To validate and evaluate the performance of the present cycleSimulationGAN, two additional approaches were carried out for comparison purpose including the original cycleGAN and the structural similarity constrained cycleGAN (SSC-cycleGAN). SSC-cycleGAN is derived from cycleGAN, which proposes a contour consistency loss function that explicitly imposes structural constraints between the reconstructed MR and the original MR, aiming to effectively preserve structural features such as contour shape during sCT, as described above in our innovation 1 of cycleSimulationGAN. The three different networks (original cycleGAN, SSC-cycleGAN, and cycleSimulationGAN) were trained with the same training and validation dataset under the same environment.

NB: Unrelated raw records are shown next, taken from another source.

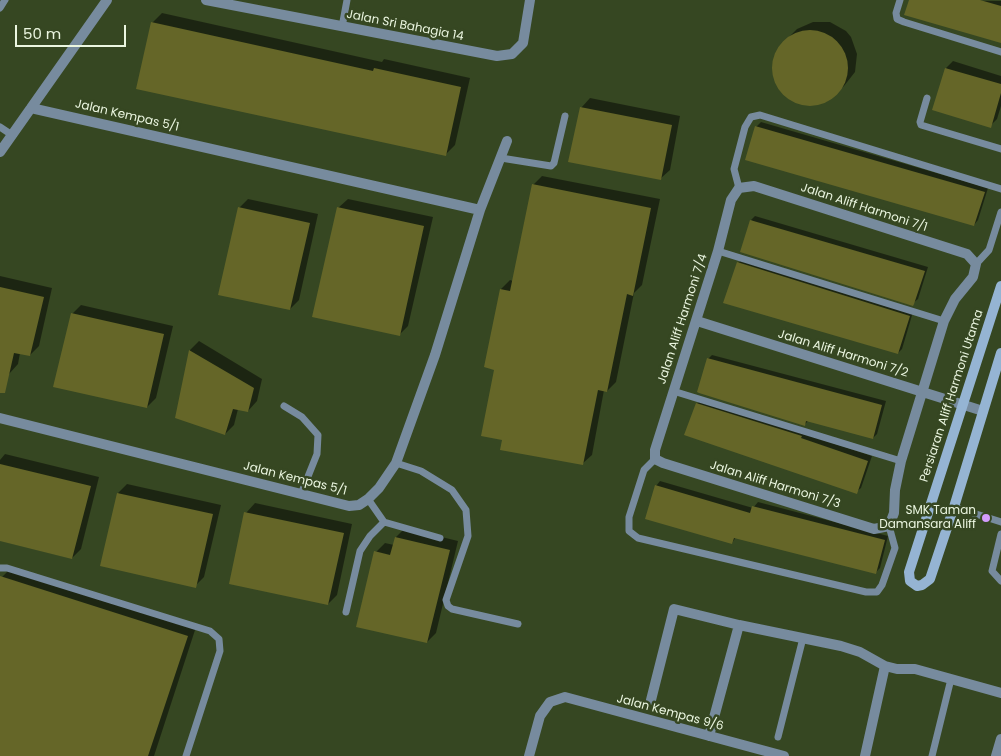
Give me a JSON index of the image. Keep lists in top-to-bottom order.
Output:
{
  "streets": {
    "street": [
      "Jalan Sri Bahagia 14",
      "Jalan Kempas 5/1",
      "Jalan Aliff Harmoni 7/1",
      "Jalan Aliff Harmoni 7/4",
      "Jalan Aliff Harmoni 7/2",
      "Persiaran Aliff Harmoni Utama",
      "Jalan Aliff Harmoni 7/3",
      "Jalan Kempas 9/6"
    ]
  },
  "crossings": [
    ["Jalan Aliff Harmoni 7/1", "Jalan Aliff Harmoni 7/4"],
    ["Jalan Aliff Harmoni 7/4", "Jalan Aliff Harmoni 7/2"],
    ["Jalan Aliff Harmoni 7/4", "Jalan Aliff Harmoni 7/3"],
    ["Jalan Aliff Harmoni 7/2", "Persiaran Aliff Harmoni Utama"]
  ],
  "places": ["SMK Taman Damansara Aliff"],
  "scale_bar": "50 m"
}
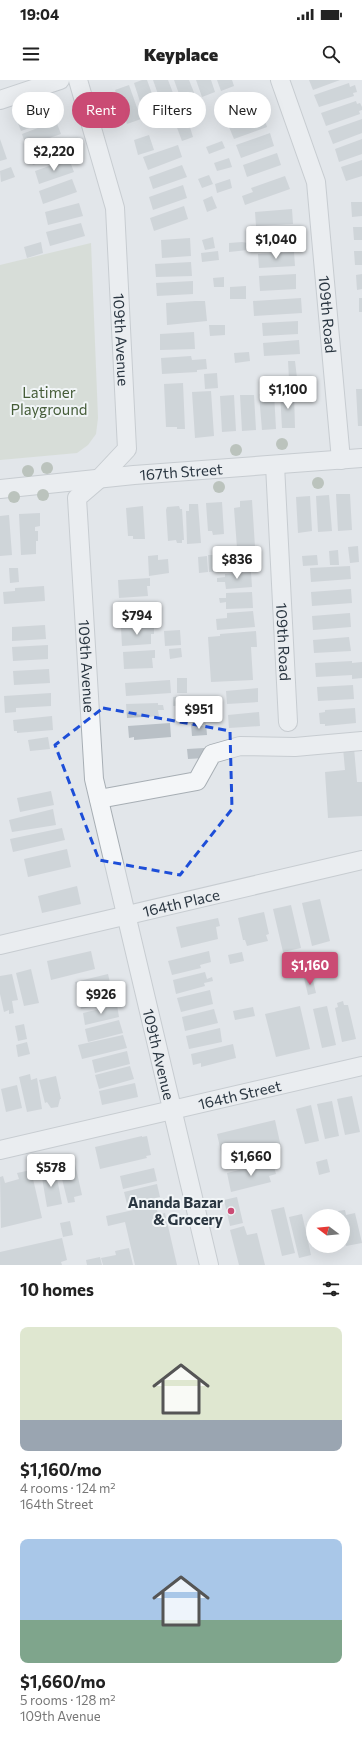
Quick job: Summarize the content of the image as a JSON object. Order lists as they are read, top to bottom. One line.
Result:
{"streets":{"street":["109th Road","109th Avenue","167th Street","164th Place","164th Street"]},"crossings":[["109th Road","167th Street"],["109th Avenue","167th Street"],["109th Avenue","164th Place"],["109th Avenue","164th Street"]],"parks":["Latimer Playground"],"places":["Ananda Bazar & Grocery"],"north":"left","page":{"status":"19:04","header":"Keyplace","chip":["Buy","Rent","Filters","New"],"price":["$2,220","$1,040","$1,100","$836","$794","$951","$1,160","$926","$1,660","$578"],"heading":"10 homes","list":[{"name":"$1,160/mo","note":"4 rooms · 124 m² · 164th Street"},{"name":"$1,660/mo","note":"5 rooms · 128 m² · 109th Avenue"}]}}
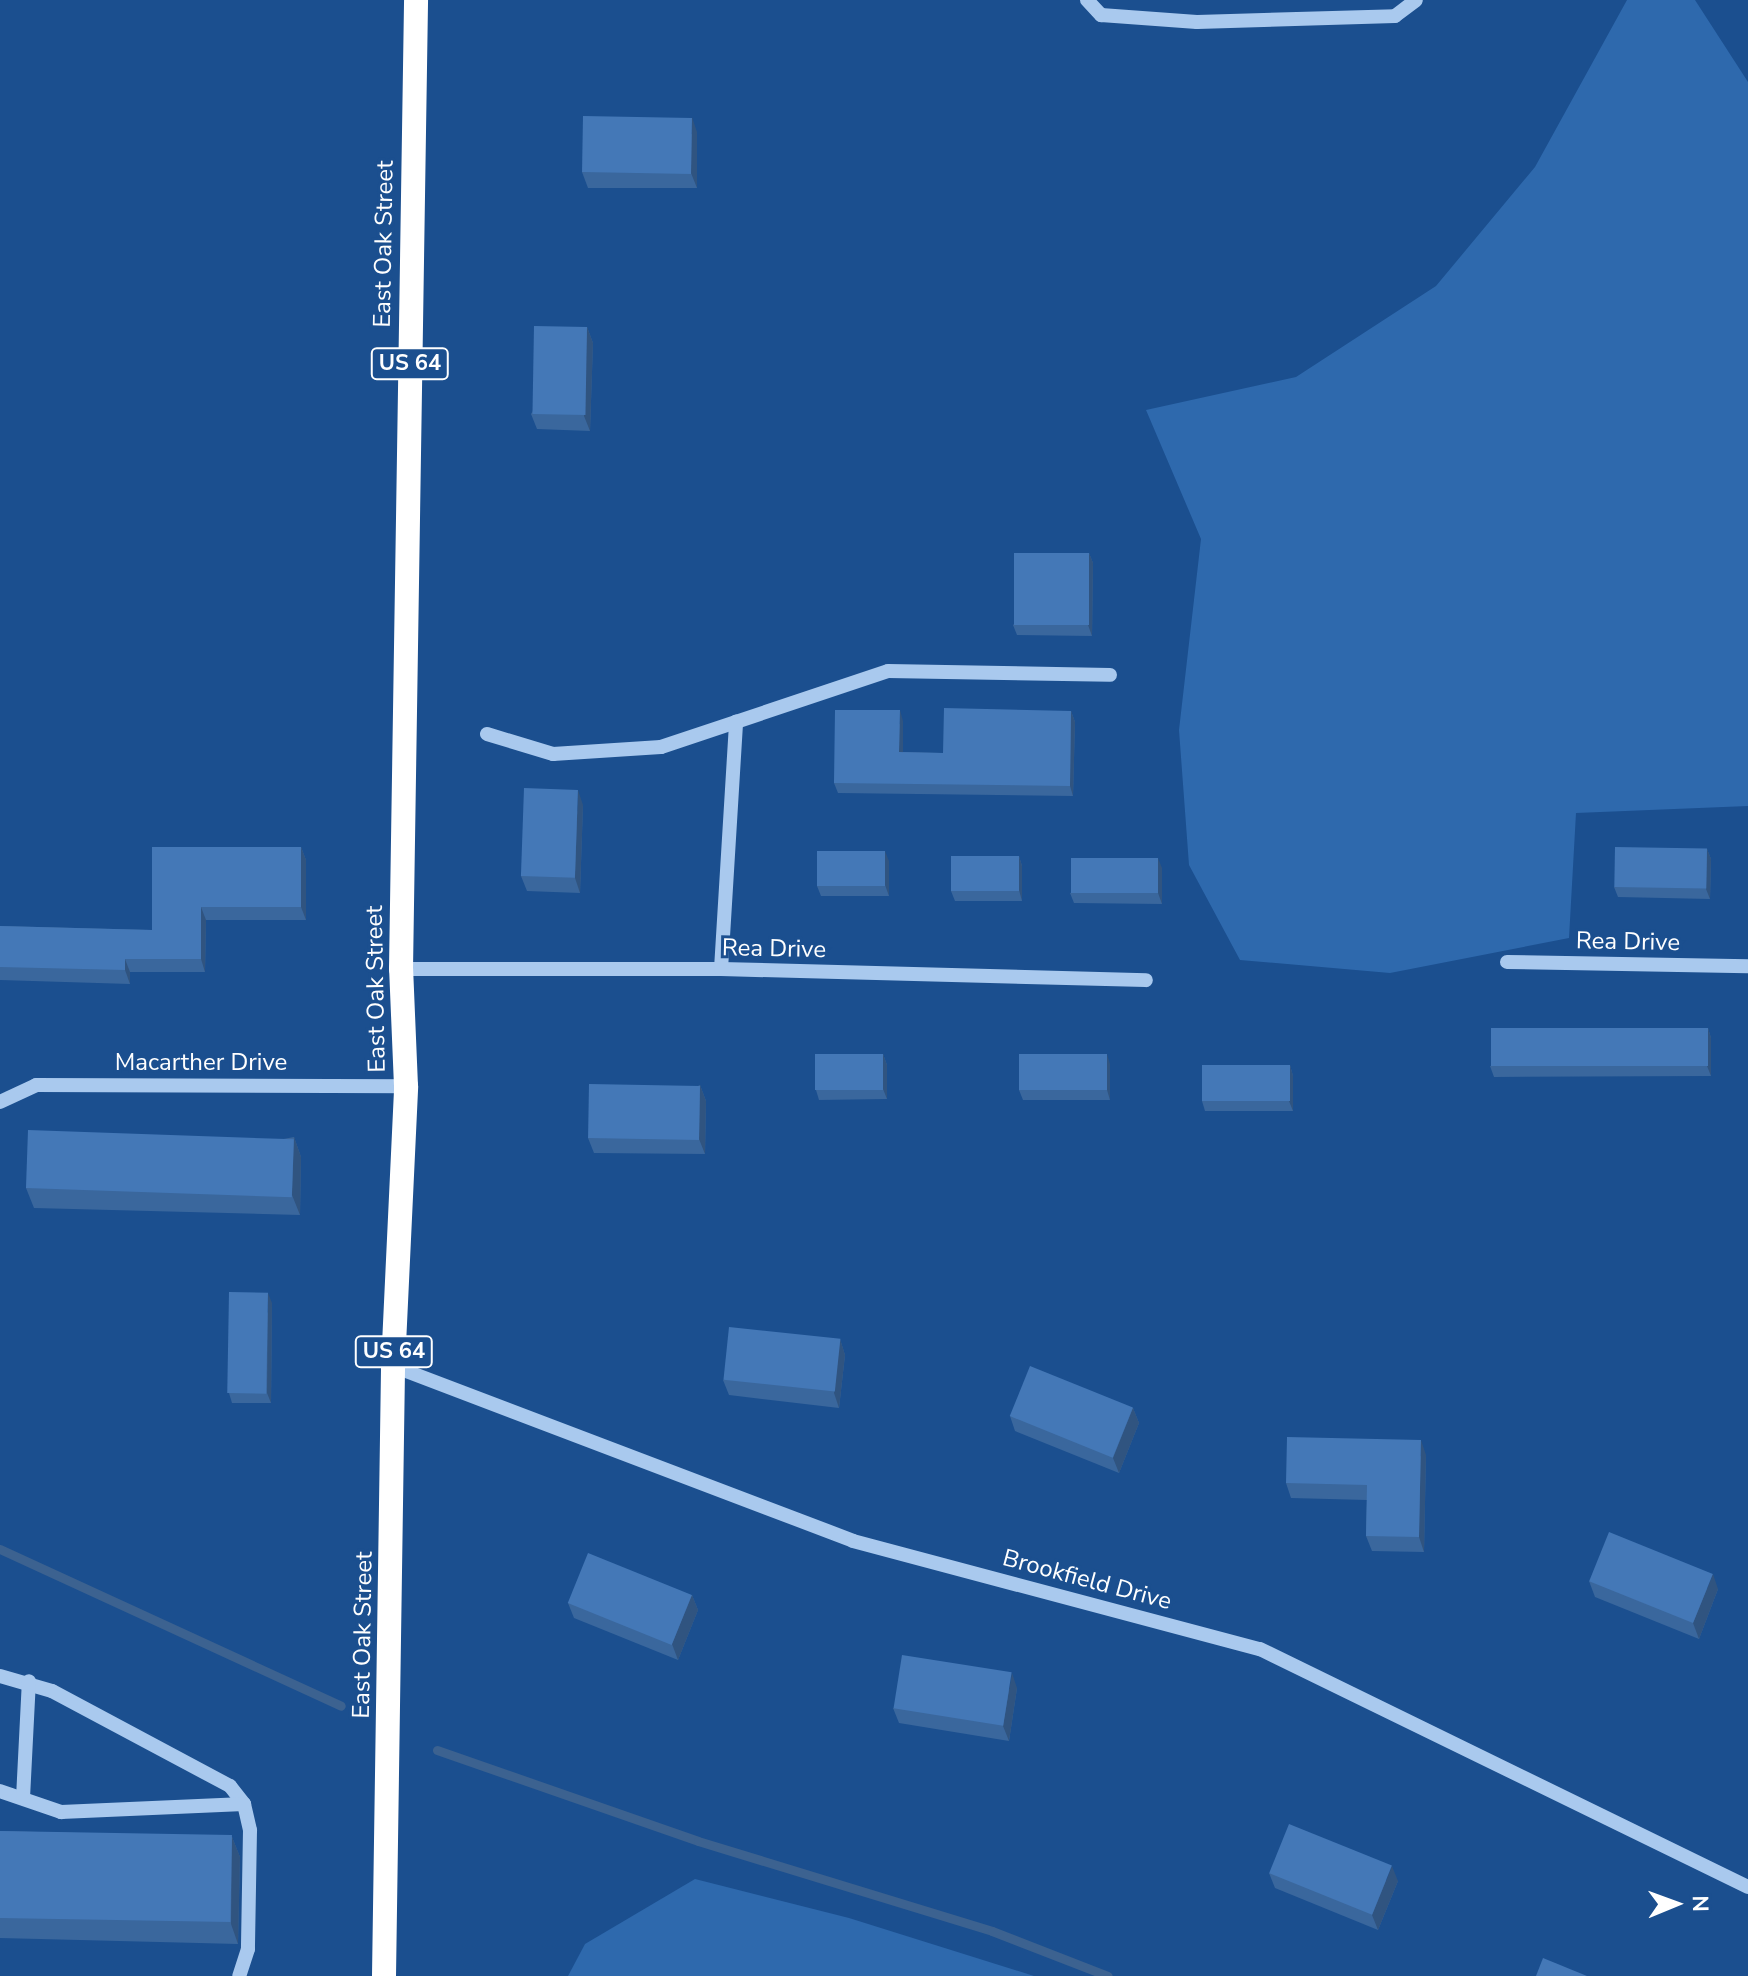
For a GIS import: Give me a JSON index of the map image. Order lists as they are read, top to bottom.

Through a large number of experiments and quantitative analysis, all the related parameters were appropriately determined in the multiple tuning. The proposed deep network architecture was implemented in Pytorch and the training/validation was run on an Nvidia Geforce RTX 3090 GPU (24G memories) with CUDA acceleration. An Adam algorithm was chosen as the optimizer to minimize the L1 loss function with a learning rate of 1 × 10− 5, the maximum number of epochs is set as 200 and the convolution block sizes was set to 3 × 3. With the trained generation model, which takes about 46 h of computation time, the sCT for a new case with MR data takes only a few tenths of a second. All statistical analyses were performed to compare the three models using a paired t-test, a p-value ≤ 0.05 was considered statistically significant.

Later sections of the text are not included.